WHAT IS NEEDED
With no omissions, write out every record given below.

RECORDS TO USE
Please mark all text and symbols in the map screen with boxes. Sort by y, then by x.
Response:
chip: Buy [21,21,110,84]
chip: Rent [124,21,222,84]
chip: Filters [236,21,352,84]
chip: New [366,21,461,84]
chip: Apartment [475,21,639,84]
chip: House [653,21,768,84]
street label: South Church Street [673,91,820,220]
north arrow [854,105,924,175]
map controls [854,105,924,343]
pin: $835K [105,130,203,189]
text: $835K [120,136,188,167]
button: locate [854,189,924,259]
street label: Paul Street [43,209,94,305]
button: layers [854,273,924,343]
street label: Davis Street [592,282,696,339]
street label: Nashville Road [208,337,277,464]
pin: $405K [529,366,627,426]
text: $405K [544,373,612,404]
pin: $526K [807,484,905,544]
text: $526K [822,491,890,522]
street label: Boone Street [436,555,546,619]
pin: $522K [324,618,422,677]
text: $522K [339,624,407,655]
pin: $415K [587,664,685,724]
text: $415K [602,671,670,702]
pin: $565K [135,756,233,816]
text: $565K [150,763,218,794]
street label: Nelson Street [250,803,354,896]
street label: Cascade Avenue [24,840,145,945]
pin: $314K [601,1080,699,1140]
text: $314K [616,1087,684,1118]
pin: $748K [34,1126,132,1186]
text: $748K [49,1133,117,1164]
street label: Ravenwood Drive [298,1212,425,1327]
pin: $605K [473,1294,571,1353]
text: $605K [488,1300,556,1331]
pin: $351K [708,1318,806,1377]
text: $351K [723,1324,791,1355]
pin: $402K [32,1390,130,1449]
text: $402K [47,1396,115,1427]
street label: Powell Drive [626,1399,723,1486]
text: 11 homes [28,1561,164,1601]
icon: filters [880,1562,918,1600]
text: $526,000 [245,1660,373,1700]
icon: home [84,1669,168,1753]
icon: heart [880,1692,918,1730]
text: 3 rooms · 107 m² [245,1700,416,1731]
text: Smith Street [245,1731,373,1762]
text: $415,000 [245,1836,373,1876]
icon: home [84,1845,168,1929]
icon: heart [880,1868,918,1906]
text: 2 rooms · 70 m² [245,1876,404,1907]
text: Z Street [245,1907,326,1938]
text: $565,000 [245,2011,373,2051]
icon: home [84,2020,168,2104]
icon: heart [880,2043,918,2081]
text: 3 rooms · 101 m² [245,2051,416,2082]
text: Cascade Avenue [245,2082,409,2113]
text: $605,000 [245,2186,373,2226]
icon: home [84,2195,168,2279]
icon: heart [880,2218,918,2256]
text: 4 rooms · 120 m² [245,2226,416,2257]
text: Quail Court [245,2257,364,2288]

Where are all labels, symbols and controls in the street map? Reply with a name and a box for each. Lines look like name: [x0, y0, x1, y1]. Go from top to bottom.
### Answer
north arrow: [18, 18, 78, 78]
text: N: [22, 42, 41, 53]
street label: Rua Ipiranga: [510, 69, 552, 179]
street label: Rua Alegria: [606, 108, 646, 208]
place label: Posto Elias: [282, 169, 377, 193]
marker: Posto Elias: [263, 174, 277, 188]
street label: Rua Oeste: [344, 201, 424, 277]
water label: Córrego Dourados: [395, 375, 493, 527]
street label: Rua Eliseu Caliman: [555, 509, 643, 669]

WRITTEN SOLUTION
Please mark all text and symbols in the map screen with boxes. Sort by y, then by x.
Response:
chip: Buy [21,21,110,84]
chip: Rent [124,21,222,84]
chip: Filters [236,21,352,84]
chip: New [366,21,461,84]
chip: Apartment [475,21,639,84]
chip: House [653,21,768,84]
street label: South Church Street [673,91,820,220]
north arrow [854,105,924,175]
map controls [854,105,924,343]
pin: $835K [105,130,203,189]
text: $835K [120,136,188,167]
button: locate [854,189,924,259]
street label: Paul Street [43,209,94,305]
button: layers [854,273,924,343]
street label: Davis Street [592,282,696,339]
street label: Nashville Road [208,337,277,464]
pin: $405K [529,366,627,426]
text: $405K [544,373,612,404]
pin: $526K [807,484,905,544]
text: $526K [822,491,890,522]
street label: Boone Street [436,555,546,619]
pin: $522K [324,618,422,677]
text: $522K [339,624,407,655]
pin: $415K [587,664,685,724]
text: $415K [602,671,670,702]
pin: $565K [135,756,233,816]
text: $565K [150,763,218,794]
street label: Nelson Street [250,803,354,896]
street label: Cascade Avenue [24,840,145,945]
pin: $314K [601,1080,699,1140]
text: $314K [616,1087,684,1118]
pin: $748K [34,1126,132,1186]
text: $748K [49,1133,117,1164]
street label: Ravenwood Drive [298,1212,425,1327]
pin: $605K [473,1294,571,1353]
text: $605K [488,1300,556,1331]
pin: $351K [708,1318,806,1377]
text: $351K [723,1324,791,1355]
pin: $402K [32,1390,130,1449]
text: $402K [47,1396,115,1427]
street label: Powell Drive [626,1399,723,1486]
text: 11 homes [28,1561,164,1601]
icon: filters [880,1562,918,1600]
text: $526,000 [245,1660,373,1700]
icon: home [84,1669,168,1753]
icon: heart [880,1692,918,1730]
text: 3 rooms · 107 m² [245,1700,416,1731]
text: Smith Street [245,1731,373,1762]
text: $415,000 [245,1836,373,1876]
icon: home [84,1845,168,1929]
icon: heart [880,1868,918,1906]
text: 2 rooms · 70 m² [245,1876,404,1907]
text: Z Street [245,1907,326,1938]
text: $565,000 [245,2011,373,2051]
icon: home [84,2020,168,2104]
icon: heart [880,2043,918,2081]
text: 3 rooms · 101 m² [245,2051,416,2082]
text: Cascade Avenue [245,2082,409,2113]
text: $605,000 [245,2186,373,2226]
icon: home [84,2195,168,2279]
icon: heart [880,2218,918,2256]
text: 4 rooms · 120 m² [245,2226,416,2257]
text: Quail Court [245,2257,364,2288]

Where are all labels, symbols and controls in the street map? Reply with a name and a box for each. Lines look like name: [x0, y0, x1, y1]. Go from top to bottom.
### Answer
north arrow: [18, 18, 78, 78]
text: N: [22, 42, 41, 53]
street label: Rua Ipiranga: [510, 69, 552, 179]
street label: Rua Alegria: [606, 108, 646, 208]
place label: Posto Elias: [282, 169, 377, 193]
marker: Posto Elias: [263, 174, 277, 188]
street label: Rua Oeste: [344, 201, 424, 277]
water label: Córrego Dourados: [395, 375, 493, 527]
street label: Rua Eliseu Caliman: [555, 509, 643, 669]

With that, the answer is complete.